[prefer-ex]
Handout on Spreadsheet Modeling
Spreadsheet is gaining popularity not only as a general office tool, but also as a modeling tool.
The flexibility and versatility of a spreadsheet to solve a variety of problem is the driving force
behind its popularity. There are a number of spreadsheet software available, including MS Excel
and Lotus 1-2-3. It is not our intent to teach our readers how to use a spreadsheet. Rather, we go
beyond that in providing some guidelines to build quality spreadsheet models. Hillier and
Lieberman (2009) suggest a four-step process:
(1) Plan the spreadsheet model.
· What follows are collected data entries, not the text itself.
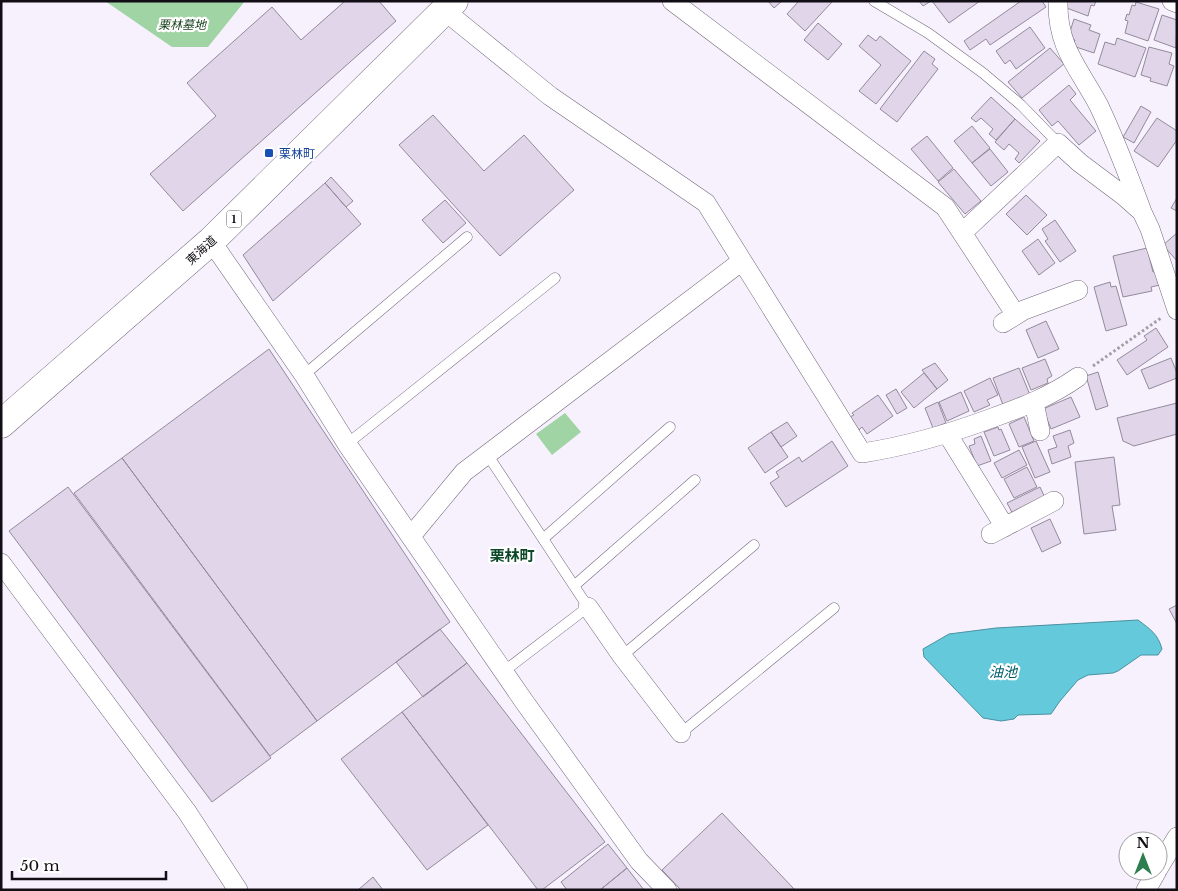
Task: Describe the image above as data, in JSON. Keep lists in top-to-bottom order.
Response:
{
  "streets": {
    "highway": ["1", "東海道"]
  },
  "districts": ["栗林町"],
  "water": ["油池"],
  "parks": ["栗林墓地"],
  "places": {
    "transit": ["栗林町"]
  },
  "scale_bar": "50 m",
  "north": "top"
}
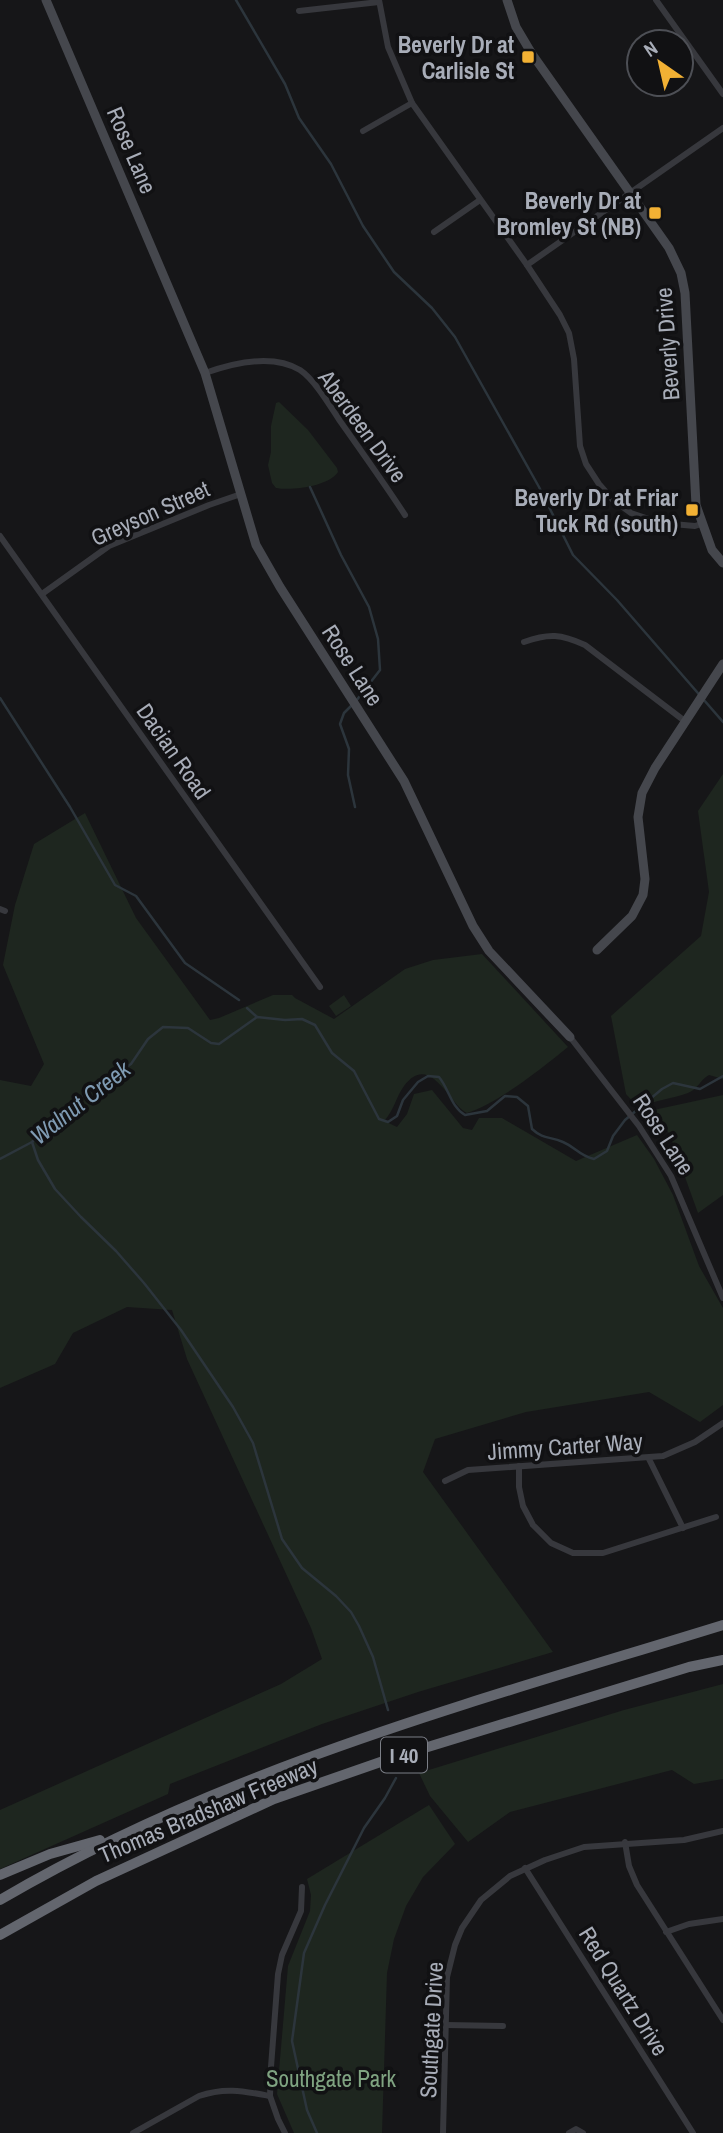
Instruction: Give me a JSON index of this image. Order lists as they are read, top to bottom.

Visualize where one wants to finish and then doing some
calculations by hand to clarify the needed computations. Accordingly, a spreadsheet model is
designed with the "feel and look" that one desires. The objective is a clear, logical layout to the
overall model.
(2) Build the model. It is advisable to start by building a small, readily manageable version of
the model, mainly for experimentation.
(3) Test the model. One is advised to test the small version first to get all the logic straightened
out, before developing the full scale model.
(4) Analyze the model and its results. In this final step, one applies the model to evaluate
proposed solutions. For more complex models, one may even use an add-in Solver to accomplish
this step.
By itself, the four-step process is not sufficient. There are additional guidelines for building
"good" spreadsheet models. Here are some salient ones (Hillier and Lieberman 2009, Winston
and Albright 2007):
G Enter the data first, inasmuch as data really drives a spreadsheet.
G Organize and clearly identify the data.
G Enter each piece of data into one cell only.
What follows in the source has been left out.